Fortified and in fine spirits, we explore the neighborhood. I love the wooden houses with their narrow windows and peeling paint. They are houses with history, houses that hold stories -- even the neglected ones have a certain dignity. We try to decipher the faded traces of letters from a long-ago sign on the side of an old brick building. There's a white-steepled church with a wreath on the door, a little gallery of local crafts, and a chocolate shop unfortunately closed. I admire Lynne’s lovingly tended garden and she presents me with a daffodil as we say good-bye.

We pass through less picturesque places also, the tattered ones that speak of disappointment, unkempt but no longer wild: weathered camper shells and crippled motorcycles, Dunkin’ Do-Nuts and Dress Barns, “plus-size scrubs” and snowmobile crossings, ragtag flea markets and rummage sale furniture heaped helter skelter in front yards.

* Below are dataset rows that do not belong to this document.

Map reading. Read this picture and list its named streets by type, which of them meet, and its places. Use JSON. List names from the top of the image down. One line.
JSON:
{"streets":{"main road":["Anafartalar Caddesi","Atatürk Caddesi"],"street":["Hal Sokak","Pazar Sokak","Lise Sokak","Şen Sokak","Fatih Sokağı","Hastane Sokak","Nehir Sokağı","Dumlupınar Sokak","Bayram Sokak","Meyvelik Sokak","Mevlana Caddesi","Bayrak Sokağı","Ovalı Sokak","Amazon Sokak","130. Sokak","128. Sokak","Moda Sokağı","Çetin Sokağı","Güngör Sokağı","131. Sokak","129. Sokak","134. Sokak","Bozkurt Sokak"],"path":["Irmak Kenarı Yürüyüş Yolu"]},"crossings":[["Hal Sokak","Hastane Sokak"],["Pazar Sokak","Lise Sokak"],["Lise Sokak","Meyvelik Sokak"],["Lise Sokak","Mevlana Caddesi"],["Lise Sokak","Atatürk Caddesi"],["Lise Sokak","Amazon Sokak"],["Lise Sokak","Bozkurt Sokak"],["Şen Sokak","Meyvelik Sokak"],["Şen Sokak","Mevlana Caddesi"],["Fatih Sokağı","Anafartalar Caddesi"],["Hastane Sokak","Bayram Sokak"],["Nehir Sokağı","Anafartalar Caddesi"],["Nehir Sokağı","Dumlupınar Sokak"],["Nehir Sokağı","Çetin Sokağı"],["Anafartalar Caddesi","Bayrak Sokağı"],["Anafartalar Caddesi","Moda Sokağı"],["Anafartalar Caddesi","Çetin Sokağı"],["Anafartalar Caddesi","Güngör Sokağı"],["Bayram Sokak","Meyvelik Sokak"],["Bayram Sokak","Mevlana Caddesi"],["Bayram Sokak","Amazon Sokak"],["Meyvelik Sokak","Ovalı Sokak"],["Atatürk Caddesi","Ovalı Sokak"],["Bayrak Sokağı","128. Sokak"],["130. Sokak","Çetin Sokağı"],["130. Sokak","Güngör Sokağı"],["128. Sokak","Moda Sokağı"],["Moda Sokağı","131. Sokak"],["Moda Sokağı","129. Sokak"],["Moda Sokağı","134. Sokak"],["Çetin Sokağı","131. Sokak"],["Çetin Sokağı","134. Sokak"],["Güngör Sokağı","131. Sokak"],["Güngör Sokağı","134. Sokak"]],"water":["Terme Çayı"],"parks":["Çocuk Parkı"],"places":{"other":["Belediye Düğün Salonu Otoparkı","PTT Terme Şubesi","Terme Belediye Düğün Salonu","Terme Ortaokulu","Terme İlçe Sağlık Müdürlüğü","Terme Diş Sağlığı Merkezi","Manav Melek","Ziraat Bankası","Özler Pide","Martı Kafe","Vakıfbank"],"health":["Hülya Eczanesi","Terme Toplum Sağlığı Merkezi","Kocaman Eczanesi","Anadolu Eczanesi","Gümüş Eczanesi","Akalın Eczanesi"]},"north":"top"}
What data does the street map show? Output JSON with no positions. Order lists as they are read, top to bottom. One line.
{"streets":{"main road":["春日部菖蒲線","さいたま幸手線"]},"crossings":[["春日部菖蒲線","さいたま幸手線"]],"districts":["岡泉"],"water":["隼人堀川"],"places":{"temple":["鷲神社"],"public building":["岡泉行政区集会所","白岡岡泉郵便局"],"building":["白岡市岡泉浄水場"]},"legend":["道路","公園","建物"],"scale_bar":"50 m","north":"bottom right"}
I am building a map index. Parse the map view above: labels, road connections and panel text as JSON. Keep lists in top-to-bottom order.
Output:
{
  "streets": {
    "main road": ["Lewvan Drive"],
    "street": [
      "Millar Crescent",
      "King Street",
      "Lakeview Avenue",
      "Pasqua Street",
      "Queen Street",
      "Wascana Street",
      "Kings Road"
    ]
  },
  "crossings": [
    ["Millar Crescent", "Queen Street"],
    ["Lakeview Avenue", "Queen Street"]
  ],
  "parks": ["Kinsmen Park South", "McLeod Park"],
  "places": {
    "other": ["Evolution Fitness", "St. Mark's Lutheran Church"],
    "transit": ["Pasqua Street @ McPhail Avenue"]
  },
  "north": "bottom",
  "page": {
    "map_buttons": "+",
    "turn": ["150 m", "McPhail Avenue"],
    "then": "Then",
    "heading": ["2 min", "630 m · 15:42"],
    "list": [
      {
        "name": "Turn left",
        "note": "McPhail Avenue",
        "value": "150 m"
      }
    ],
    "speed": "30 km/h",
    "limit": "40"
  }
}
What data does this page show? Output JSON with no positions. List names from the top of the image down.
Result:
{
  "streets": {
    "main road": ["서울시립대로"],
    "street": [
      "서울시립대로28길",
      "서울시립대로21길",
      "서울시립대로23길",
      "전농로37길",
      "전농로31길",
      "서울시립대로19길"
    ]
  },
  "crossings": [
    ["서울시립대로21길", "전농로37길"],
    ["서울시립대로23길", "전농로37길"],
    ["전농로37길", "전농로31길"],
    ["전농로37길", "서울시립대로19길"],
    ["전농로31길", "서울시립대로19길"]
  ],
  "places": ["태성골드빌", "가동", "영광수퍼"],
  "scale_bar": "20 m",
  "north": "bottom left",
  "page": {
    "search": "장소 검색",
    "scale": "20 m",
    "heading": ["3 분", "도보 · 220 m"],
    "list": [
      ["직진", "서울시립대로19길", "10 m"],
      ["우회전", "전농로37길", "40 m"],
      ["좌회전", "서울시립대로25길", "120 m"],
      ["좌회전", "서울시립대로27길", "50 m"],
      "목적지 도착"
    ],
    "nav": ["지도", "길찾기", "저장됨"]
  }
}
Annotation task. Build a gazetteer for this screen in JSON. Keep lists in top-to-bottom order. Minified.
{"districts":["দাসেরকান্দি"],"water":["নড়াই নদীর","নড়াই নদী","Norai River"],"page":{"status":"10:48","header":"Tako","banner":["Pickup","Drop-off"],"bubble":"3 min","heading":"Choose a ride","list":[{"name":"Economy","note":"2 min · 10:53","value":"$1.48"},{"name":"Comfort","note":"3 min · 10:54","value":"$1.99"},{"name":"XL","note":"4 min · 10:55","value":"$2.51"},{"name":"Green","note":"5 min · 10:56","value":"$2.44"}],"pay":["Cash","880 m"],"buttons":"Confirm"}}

You can tell when you’re entering tourist territory. Everything is suddenly cute and spruced up. But I relish it all, especially in this pre-season lull. The docent in the Brick Store Museum on Main Street in Kennebunk gives us a personal tour. She is skin, bone, and spirit, a bit of Maine history herself, and she tells the stories of each artifact in the exhibit as though they involved her uncles and aunts.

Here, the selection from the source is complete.